The speech included provisions that Republicans in Congress may actually agree to pass -- like continuing the payroll tax holiday that if allowed to lapse would affect the paychecks of virtually every American worker. But it also made the case for bold initiatives to rebuild America's infrastructure and directly create jobs through a teacher corps and youth jobs program. These bolder proposals are critically necessary to jump start the economy, and Obama is betting -- correctly -- that if they fail to support them, Republicans will pay a political price next year.

What was needed was a package of proposals that were bold, projected urgency, and will create jobs now. The president delivered.

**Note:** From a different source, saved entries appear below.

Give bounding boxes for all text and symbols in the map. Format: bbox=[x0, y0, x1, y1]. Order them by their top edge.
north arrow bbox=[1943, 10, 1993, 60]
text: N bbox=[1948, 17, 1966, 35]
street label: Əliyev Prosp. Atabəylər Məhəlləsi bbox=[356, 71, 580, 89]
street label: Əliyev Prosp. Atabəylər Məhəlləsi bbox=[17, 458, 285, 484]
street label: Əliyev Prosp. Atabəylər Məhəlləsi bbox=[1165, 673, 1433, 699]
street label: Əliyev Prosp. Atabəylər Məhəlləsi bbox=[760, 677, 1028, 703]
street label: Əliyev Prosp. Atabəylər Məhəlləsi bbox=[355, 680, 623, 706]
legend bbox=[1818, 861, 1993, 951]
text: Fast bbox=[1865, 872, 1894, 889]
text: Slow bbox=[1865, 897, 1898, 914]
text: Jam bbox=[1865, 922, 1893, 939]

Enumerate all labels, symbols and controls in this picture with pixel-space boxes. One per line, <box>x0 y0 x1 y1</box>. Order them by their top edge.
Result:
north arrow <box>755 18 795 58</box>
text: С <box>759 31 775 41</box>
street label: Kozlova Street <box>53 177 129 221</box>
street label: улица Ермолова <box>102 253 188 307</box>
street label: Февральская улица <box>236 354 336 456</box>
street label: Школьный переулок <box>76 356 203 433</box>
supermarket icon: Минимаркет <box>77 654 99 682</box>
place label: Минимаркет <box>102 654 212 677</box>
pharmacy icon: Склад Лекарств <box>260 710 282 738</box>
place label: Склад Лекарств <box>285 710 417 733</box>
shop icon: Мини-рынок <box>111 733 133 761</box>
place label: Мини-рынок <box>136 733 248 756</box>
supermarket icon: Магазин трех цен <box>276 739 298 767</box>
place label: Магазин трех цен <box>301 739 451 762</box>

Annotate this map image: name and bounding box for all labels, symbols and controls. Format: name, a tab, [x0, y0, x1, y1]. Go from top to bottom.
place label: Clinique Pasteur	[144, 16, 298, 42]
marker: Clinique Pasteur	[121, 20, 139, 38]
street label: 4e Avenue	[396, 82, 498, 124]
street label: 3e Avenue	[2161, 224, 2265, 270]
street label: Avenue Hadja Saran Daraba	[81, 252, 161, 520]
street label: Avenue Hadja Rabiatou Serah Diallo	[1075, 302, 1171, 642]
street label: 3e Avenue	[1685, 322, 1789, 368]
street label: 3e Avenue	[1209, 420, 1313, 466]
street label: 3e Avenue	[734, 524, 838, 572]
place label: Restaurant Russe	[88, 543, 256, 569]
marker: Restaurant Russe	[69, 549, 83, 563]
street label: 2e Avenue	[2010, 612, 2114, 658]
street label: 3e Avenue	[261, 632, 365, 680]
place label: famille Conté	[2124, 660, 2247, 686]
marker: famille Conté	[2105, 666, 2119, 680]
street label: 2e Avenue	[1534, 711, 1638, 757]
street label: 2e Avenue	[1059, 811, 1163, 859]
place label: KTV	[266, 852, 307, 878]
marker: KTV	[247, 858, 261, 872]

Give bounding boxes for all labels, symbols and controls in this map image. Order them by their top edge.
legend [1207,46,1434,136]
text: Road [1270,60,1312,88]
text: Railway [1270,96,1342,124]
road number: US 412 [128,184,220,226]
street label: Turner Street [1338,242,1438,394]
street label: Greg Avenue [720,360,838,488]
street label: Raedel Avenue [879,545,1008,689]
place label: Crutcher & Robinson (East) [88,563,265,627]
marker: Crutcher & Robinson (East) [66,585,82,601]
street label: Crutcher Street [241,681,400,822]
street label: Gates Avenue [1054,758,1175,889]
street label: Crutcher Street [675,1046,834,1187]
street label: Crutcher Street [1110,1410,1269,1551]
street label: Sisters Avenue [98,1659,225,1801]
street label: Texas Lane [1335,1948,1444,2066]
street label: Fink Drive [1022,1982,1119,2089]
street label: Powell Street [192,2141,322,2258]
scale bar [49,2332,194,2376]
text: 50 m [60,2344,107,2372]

Obama explicitly rejected the dangerous, fallacious notion that the path to long-term economic growth runs through the valley of economic austerity.

He clearly defined the fundamental difference in values -- and economic philosophy -- between progressive Democrats and right wing Republicans.

The president provided the perfect counter point to Rick Perry's outrageous statement in the Republican debate, that the Obama economic record had proved once and for all that "Keynesianism was dead." Of course, just the opposite is true.

Any one who has taken a semester of Economics 101 knows that problem at the root recessions is too little economic demand to purchase the available supply of goods and services. Seeing their customer base shrink, businesses make fewer investments, and layoff more workers and the economy enters a downward -- deadly spiral.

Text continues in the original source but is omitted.